By the Impugned Judgment and Order dated 24-06-2019, a Single Judge of the High Court dismissed the Petitions for quashing the Complaint.
Aggrieved by the Impugned Judgment and Order dated 24-06-2019, the Appellants approached the Hon’ble Supreme Court of India. After taking into consideration, the facts of the case and the arguments advanced by the Parties to the dispute, the Apex Court observed that Section 138 of the Act applies in case of a debt that exists on the date of drawing the cheque and also in cases of debt that exists after drawing of cheque till its presentation. “The true purpose of Section 138 would not be fulfilled, if ‘debt or other liability’ is interpreted to include only a debt that exists as on the date of drawing of the cheque.” While referring to the meaning of ‘Debt’ the Bench observed that a post-dated cheque issued after the debt has been incurred would be covered by the definition of ‘debt’.
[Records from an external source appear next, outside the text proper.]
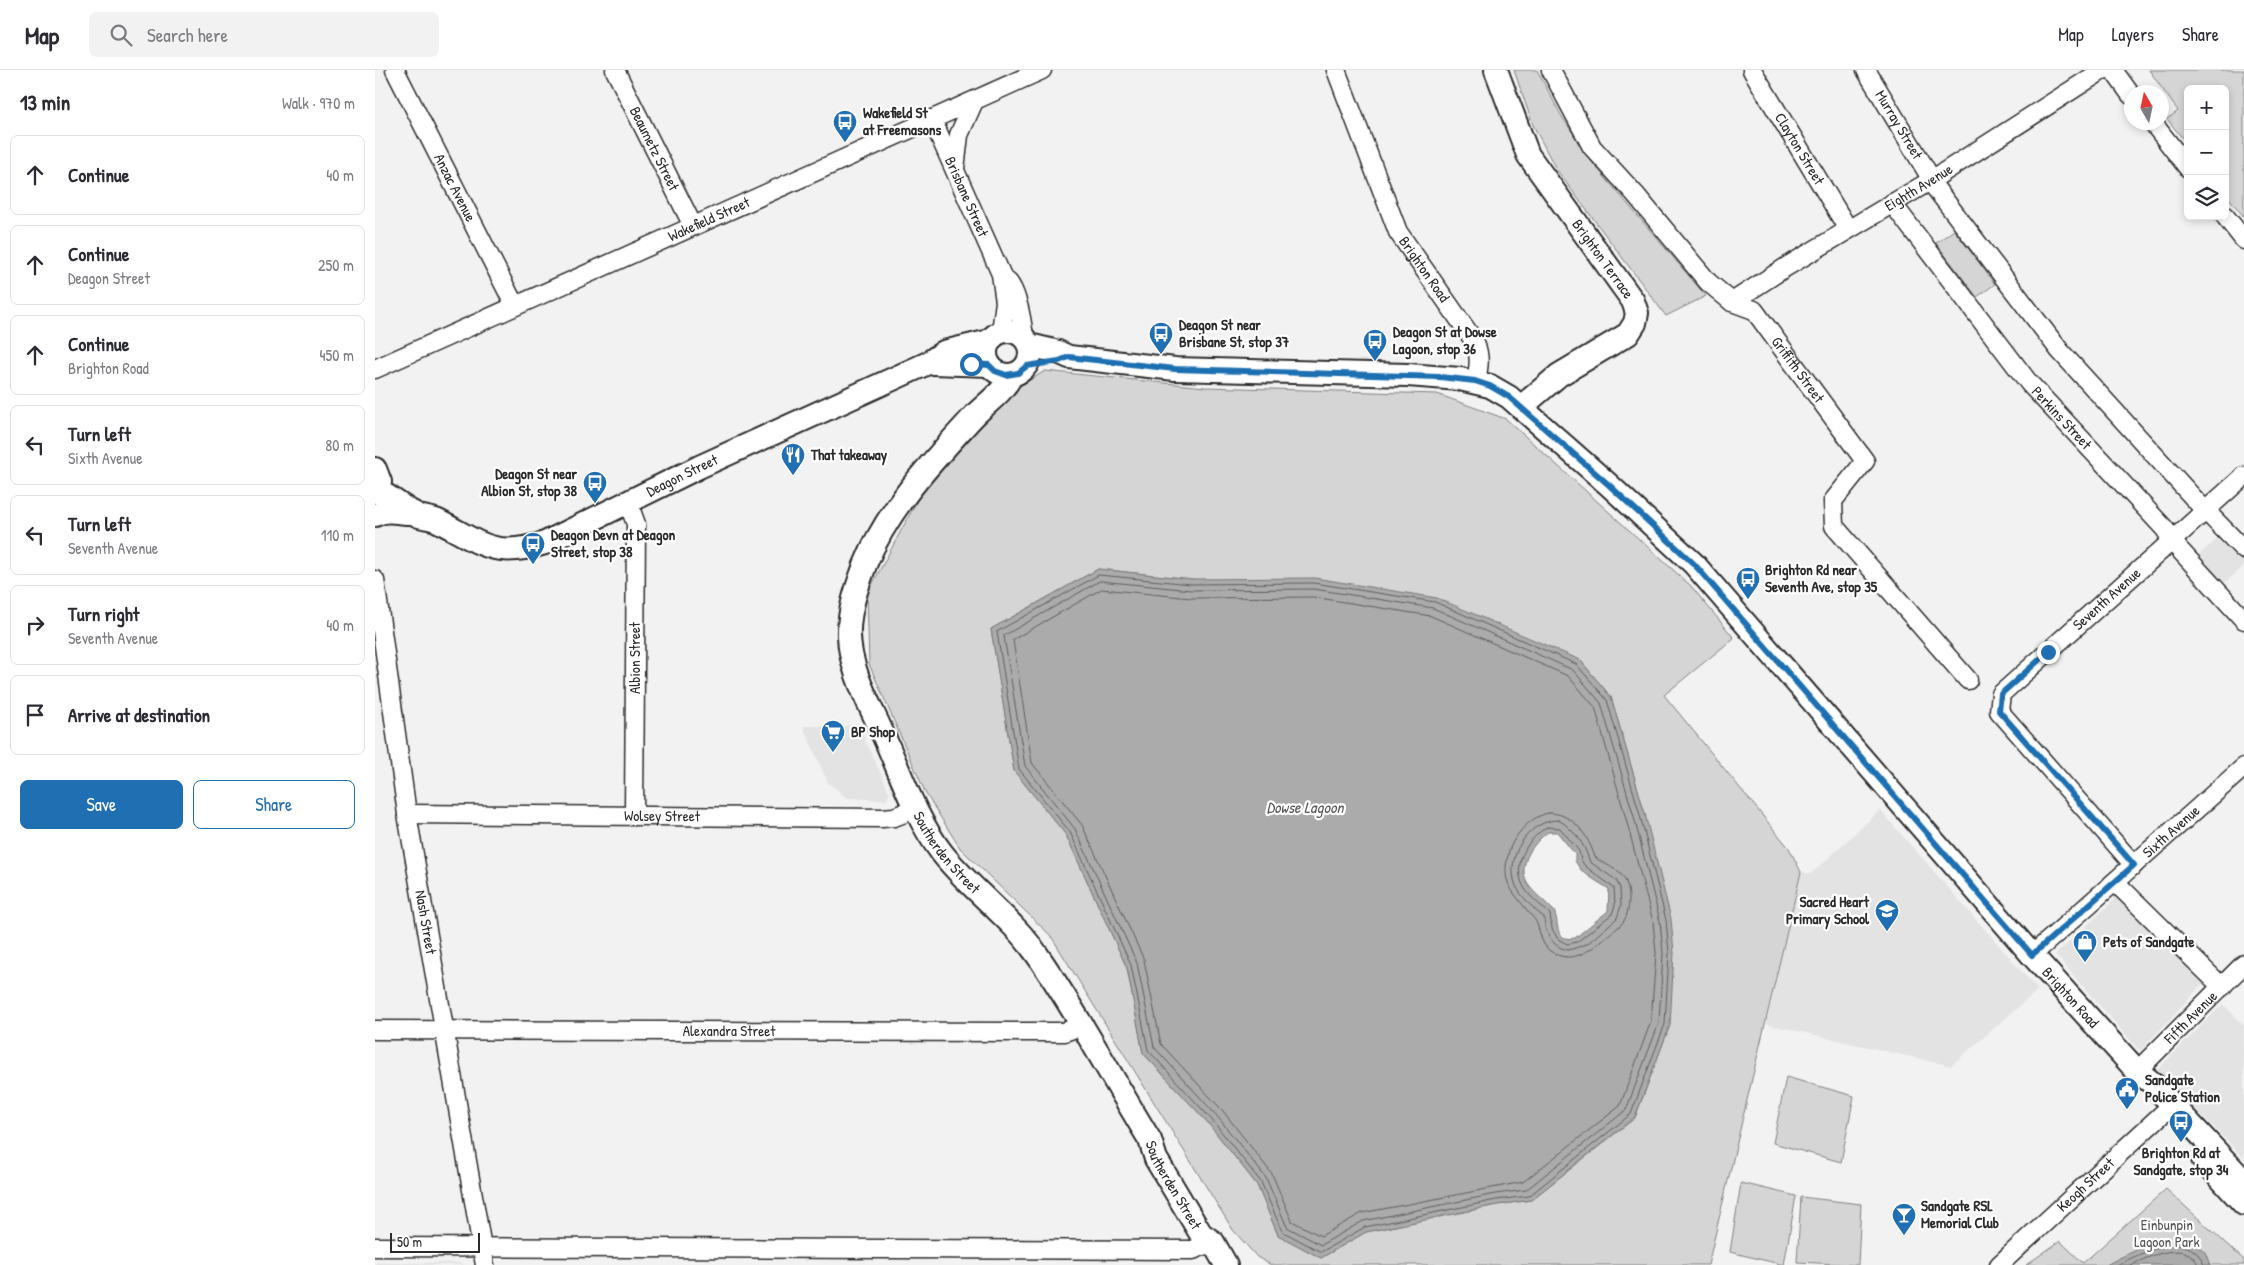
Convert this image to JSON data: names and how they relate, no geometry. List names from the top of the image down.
{
  "streets": {
    "main road": [
      "Brighton Terrace",
      "Brighton Road",
      "Deagon Street",
      "Southerden Street"
    ],
    "street": [
      "Murray Street",
      "Beaumetz Street",
      "Clayton Street",
      "Eighth Avenue",
      "Anzac Avenue",
      "Brisbane Street",
      "Wakefield Street",
      "Griffith Street",
      "Perkins Street",
      "Seventh Avenue",
      "Albion Street",
      "Wolsey Street",
      "Sixth Avenue",
      "Nash Street",
      "Fifth Avenue",
      "Alexandra Street",
      "Keogh Street"
    ]
  },
  "crossings": [
    ["Murray Street", "Eighth Avenue"],
    ["Beaumetz Street", "Wakefield Street"],
    ["Clayton Street", "Eighth Avenue"],
    ["Eighth Avenue", "Griffith Street"],
    ["Eighth Avenue", "Perkins Street"],
    ["Anzac Avenue", "Wakefield Street"],
    ["Brisbane Street", "Wakefield Street"],
    ["Brisbane Street", "Deagon Street"],
    ["Brisbane Street", "Southerden Street"],
    ["Brighton Terrace", "Brighton Road"],
    ["Brighton Road", "Sixth Avenue"],
    ["Brighton Road", "Fifth Avenue"],
    ["Brighton Road", "Keogh Street"],
    ["Perkins Street", "Seventh Avenue"],
    ["Deagon Street", "Albion Street"],
    ["Deagon Street", "Southerden Street"],
    ["Seventh Avenue", "Sixth Avenue"],
    ["Albion Street", "Wolsey Street"],
    ["Wolsey Street", "Southerden Street"],
    ["Wolsey Street", "Nash Street"],
    ["Southerden Street", "Alexandra Street"],
    ["Nash Street", "Alexandra Street"]
  ],
  "water": ["Dowse Lagoon"],
  "parks": ["Einbunpin Lagoon Park"],
  "places": {
    "bus stop": [
      "Wakefield St at Freemasons",
      "Deagon St near Brisbane St, stop 37",
      "Deagon St at Dowse Lagoon, stop 36",
      "Deagon St near Albion St, stop 38",
      "Deagon Devn at Deagon Street, stop 38",
      "Brighton Rd near Seventh Ave, stop 35",
      "Brighton Rd at Sandgate, stop 34"
    ],
    "restaurant": ["That takeaway"],
    "supermarket": ["BP Shop"],
    "school or university": ["Sacred Heart Primary School"],
    "shop": ["Pets of Sandgate"],
    "public building": ["Sandgate Police Station"],
    "bar": ["Sandgate RSL Memorial Club"]
  },
  "scale_bar": "50 m",
  "north": "top",
  "page": {
    "header": "Map",
    "search": "Search here",
    "nav": ["Map", "Layers", "Share"],
    "heading": ["13 min", "Walk · 970 m"],
    "map_buttons": ["+", "−"],
    "list": [
      ["Continue", "40 m"],
      ["Continue", "Deagon Street", "250 m"],
      ["Continue", "Brighton Road", "450 m"],
      ["Turn left", "Sixth Avenue", "80 m"],
      ["Turn left", "Seventh Avenue", "110 m"],
      ["Turn right", "Seventh Avenue", "40 m"],
      "Arrive at destination"
    ],
    "buttons": ["Save", "Share"],
    "scale": "50 m"
  }
}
In this regard, the Supreme Court made the following observations:
“26. The object of the NI Act is to enhance the acceptability of cheques and inculcate faith in the efficiency of negotiable instruments for transaction of business. The purpose of the provision would become otiose if the provision is interpreted to exclude cases where debt is incurred after the drawing of the cheque but before its encashment. In the present case, the cheque was issued in close proximity with the commencement of power supply. The issuance of the cheque in the context of a commercial transaction must be understood in the context of the business dealings. The issuance of the cheque was followed close on its heels by the supply of power. To hold that the cheque was not issued in the context of a liability which was being assumed by the company to pay for the dues towards power supplied would be to produce an outcome at odds with the business dealings. If the company were to fail to provide a satisfactory LC and yet consume power, the cheques were capable of being presented for the purpose of meeting the outstanding dues.”
The Apex Court noted that in the instant matter, Debt had incurred after the second Respondent began supply of power and payment was not made thereof because of non-acceptance of the LCs. Thus, the Hon’ble Supreme Court upheld the Judgment passed by the High Court dated 24-06-2019 and dismissed the Appeals.